The closest thing to a Ferrari I will ever own.

Introduction

I bought a new Seicento Schumacher in 2001. For ten years I treasured it and used it, in that time clocking up 25000 miles. Drove from Devon to Magny Cours for the 2008 French Grand Prix. In 2010 I had to let it go as I had another car from work and could not justify keeping two cars and the story ended there. I often regretted letting it go. In February 2025, just a few weeks ago, my son saw it advertised on Facebook marketplace, owned by the people I sold it to. We went to see it and it did look a sorry state, sun damaged paint.

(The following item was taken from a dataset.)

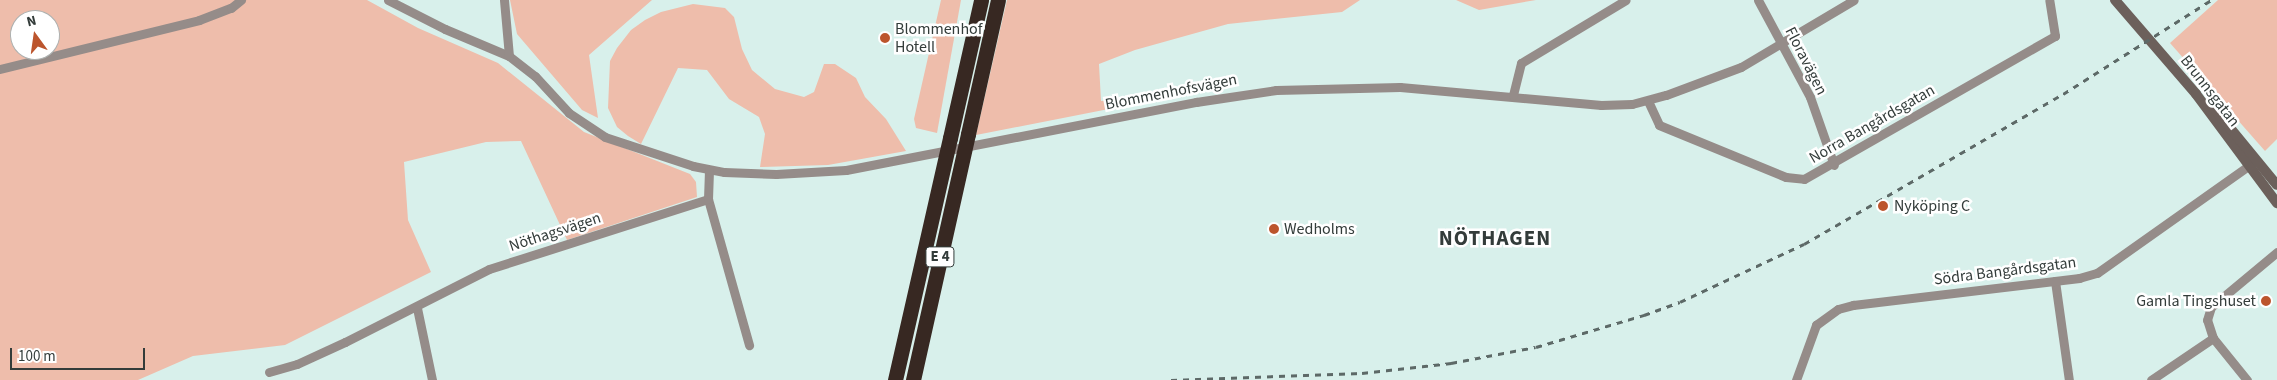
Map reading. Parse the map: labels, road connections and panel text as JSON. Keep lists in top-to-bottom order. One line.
{"streets":{"highway":["E 4"],"main road":["Brunnsgatan"],"street":["Floravägen","Blommenhofsvägen","Norra Bangårdsgatan","Nöthagsvägen","Södra Bangårdsgatan"]},"crossings":[["Floravägen","Blommenhofsvägen"],["Floravägen","Norra Bangårdsgatan"],["Brunnsgatan","Södra Bangårdsgatan"],["Blommenhofsvägen","Norra Bangårdsgatan"]],"districts":["NÖTHAGEN"],"places":["Blommenhof Hotell","Nyköping C","Wedholms","Gamla Tingshuset"],"scale_bar":"100 m","north":"top"}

Of course I bought it and it is now in my garage, back where it belongs. I've had it serviced and it seems mechanically sound, it's done 55000 miles. I am now working out how to restore the bodywork and return it to how it should be. Lots of work to do.
Red cars do that - apparently because they - in order to be red - must absorb all the shorter wavelengths, which causes the damage - absorption of energy.
Oh well.
A repaint in my local area is eyewateringly expensive; +3000 euros... However, a thing called Plasti-dip can be applied as a new outer layer. DIY - and it being opaque, means you can have your colour of choice.
Just an idea.

25.000 miles in a decade - that's 2.500 miles/year. Not a lot. Now at 55k miles. Wow; almost new.
For comparison, my ten year younger 2011 Panda has 155k miles on it. 11k miles/year.

Odd thing I've discovered; around here, small cars do big mileage. Big cars don't. Kinda silly, as one would assume travelers bought bigger, more comfortable and capable cars. I mean, highway commute in a Panda is no fun! But no - it's near-impossible to get hold of low mileage small cars.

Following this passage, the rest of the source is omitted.